One of the many fun things about the Academy Awards race is that it’s an animal that mutates — the mutations being shifts in perception, which have a way of turning into reality. This is supposed to be the winner, and then that suddenly zooms ahead, creating a momentum of expectation that becomes self-fulfilling. (Or not.)

It isn’t my role to predict which 2018 movie will end up winning best picture. I leave that to the Zen master Kristopher Tapley. As a critic, though, I’m drawn to how the Oscars play out in the real world.
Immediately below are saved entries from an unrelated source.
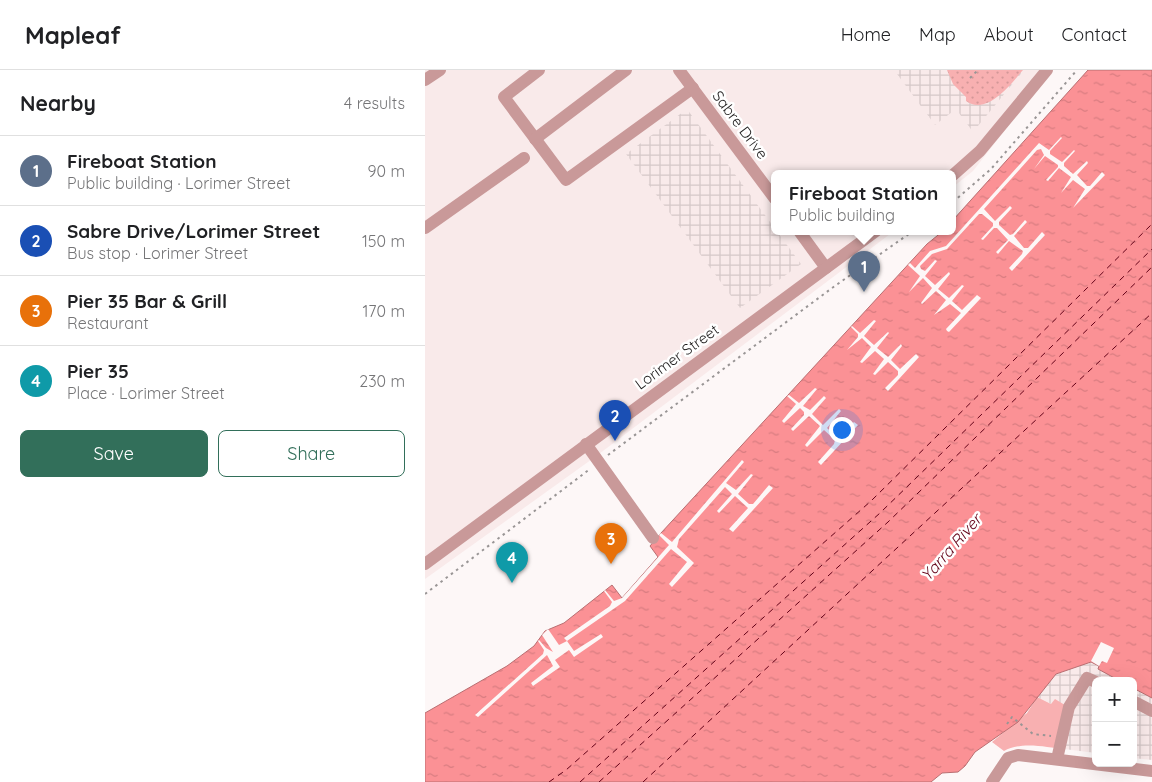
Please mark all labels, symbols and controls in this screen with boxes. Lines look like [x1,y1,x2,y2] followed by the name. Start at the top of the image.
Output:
[25,20,121,50] text: Mapleaf
[841,23,891,46] text: Home
[919,23,956,46] text: Map
[984,23,1034,46] text: About
[1062,23,1127,46] text: Contact
[709,87,772,163] street label: Sabre Drive
[20,90,96,116] text: Nearby
[344,93,405,113] text: 4 results
[67,149,217,173] text: Fireboat Station
[33,161,39,181] text: 1
[368,161,405,181] text: 90 m
[771,170,956,235] popup
[67,173,291,193] text: Public building · Lorimer Street
[789,181,938,205] text: Fireboat Station
[789,205,895,225] text: Public building
[67,219,320,243] text: Sabre Drive/Lorimer Street
[31,231,41,251] text: 2
[362,231,405,251] text: 150 m
[67,243,248,263] text: Bus stop · Lorimer Street
[848,251,880,292] pin: 1
[67,289,227,313] text: Pier 35 Bar & Grill
[32,301,40,321] text: 3
[362,301,405,321] text: 170 m
[67,313,149,333] text: Restaurant
[631,320,722,393] street label: Lorimer Street
[67,359,129,383] text: Pier 35
[31,371,41,391] text: 4
[359,371,405,391] text: 230 m
[67,383,225,403] text: Place · Lorimer Street
[599,400,631,441] pin: 2
[829,417,855,443] your location
[20,430,208,477] button: Save
[218,430,405,477] button: Share
[917,508,987,585] water label: Yarra River
[595,523,627,564] pin: 3
[496,542,528,583] pin: 4
[1092,677,1137,767] map controls
[1092,677,1137,722] button: +
[1092,722,1137,767] button: −

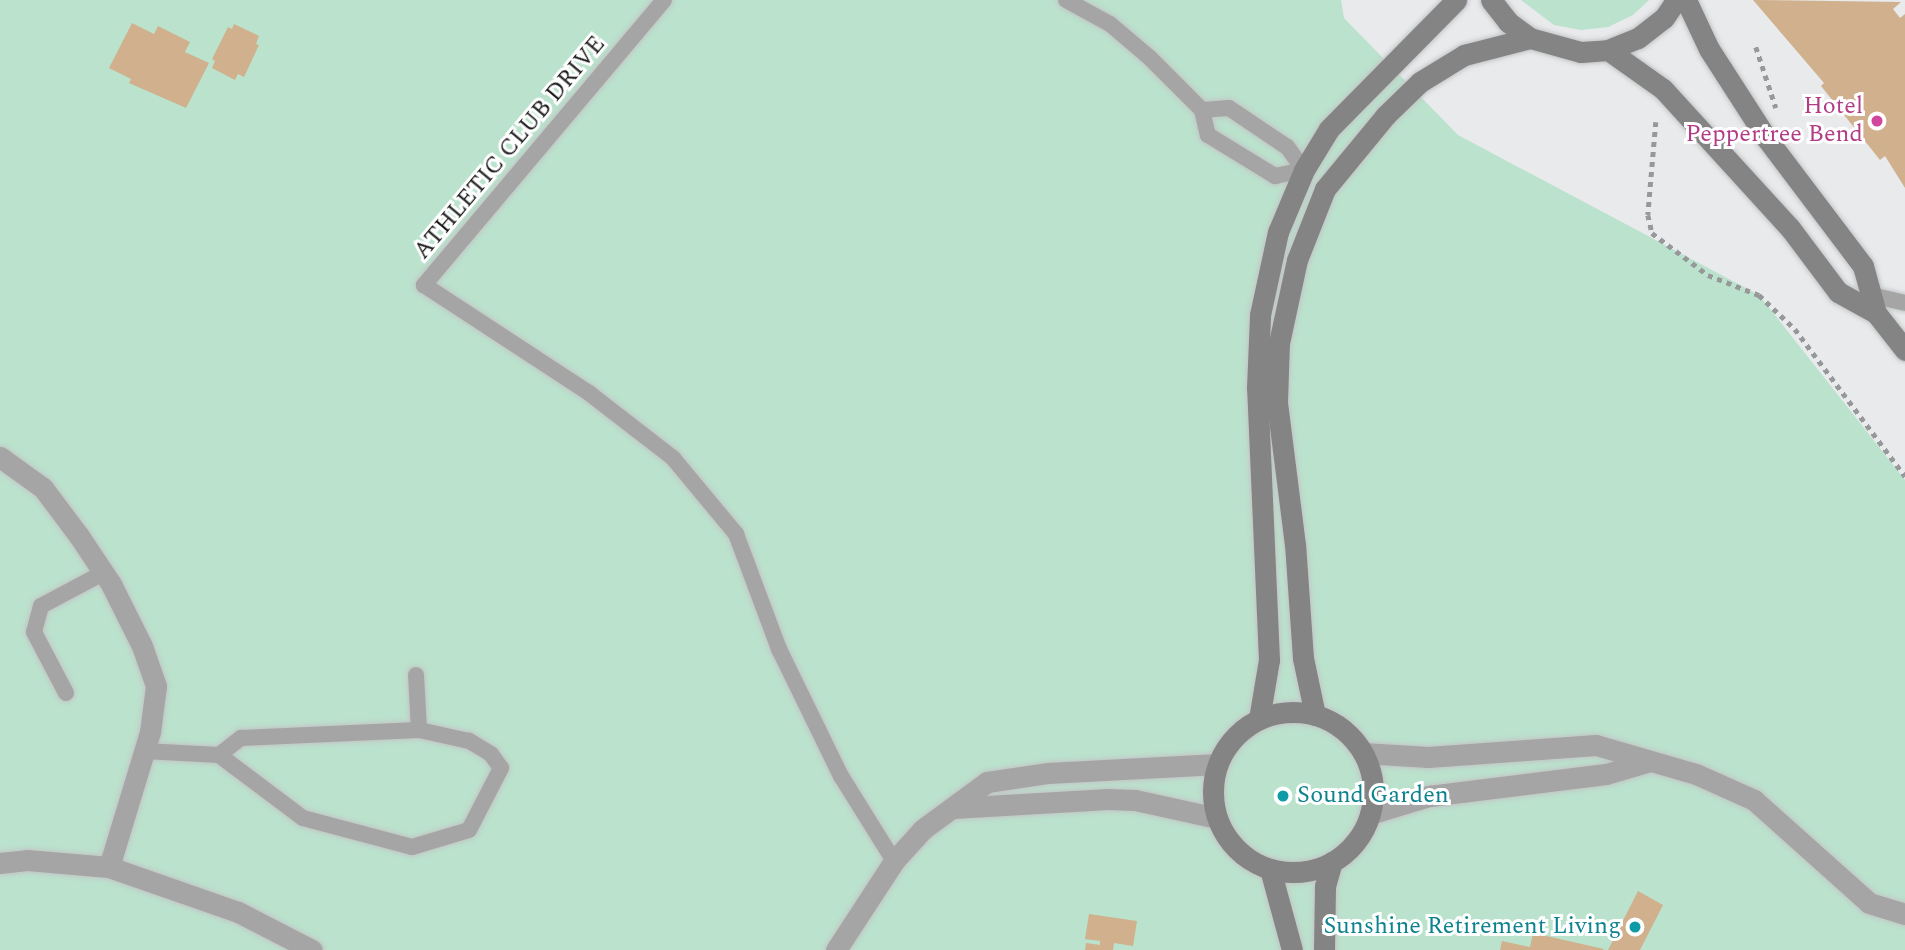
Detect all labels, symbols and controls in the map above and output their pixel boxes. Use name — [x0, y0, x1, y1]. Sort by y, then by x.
street label: ATHLETIC CLUB DRIVE — [408, 30, 612, 266]
place label: Hotel Peppertree Bend — [1686, 93, 1863, 149]
marker: Hotel Peppertree Bend — [1869, 113, 1885, 129]
place label: Sound Garden — [1297, 782, 1449, 810]
marker: Sound Garden — [1275, 788, 1291, 804]
place label: Sunshine Retirement Living — [1323, 913, 1621, 941]
marker: Sunshine Retirement Living — [1627, 919, 1643, 935]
I’m fascinated by the radar signals thrown off by any given best picture winner in any given year (or many years later), and by what that winner says about the state of movie culture in America. So I’m seduced by the fact that this year, best picture suddenly seems (perhaps) more wide open than it did just a month ago.

For a while, the conventional wisdom had it that “A Star Is Born” was the front-runner, and quite possibly a slam-dunk. And maybe it still is. But then “Roma” started to gather its juggernaut of year-end acclaim (topping 10 Best lists, critics’ awards, etc.), and since the Oscars, more so in recent years than in, say, the ’80s or the ’90s, have had a way of following critical fashion (“Moonlight,” “The Hurt Locker”), it suddenly didn’t seem out of bounds to say that the Oscar race might turn into “A Star Is Born” v. “Roma.”

More recently, one began to hear murmurings about “The Favourite”: Could it emerge as a dark horse? Then “Green Book,” which seemed to have gotten knocked out of the competition as a direct result of the Viggo Mortensen N-word flap, appeared to find its way back into the running with its hefty slate of Golden Globe nominations. And since the Oscars are all about time-honored, ironclad ways of doing things that remain firmly in place…until they get suddenly and totally up-ended, let’s not count out a certain paradigm-busting superhero movie. For a while, many believed that “Black Panther” wouldn’t even get nominated. Now that its nomination (in many categories) seems more assured than not, who’s to say — really! who? — that it can’t win?

Once again, though, it’s not my job to predict the outcome of any of this. I’m simply bringing up the six most obvious contenders in what feels very much like an open race. What I offer now is a survey of what each of these potential best picture winners would mean. What each one would say about where the movie industry is at, and how its victory might leave all of us feeling the morning after.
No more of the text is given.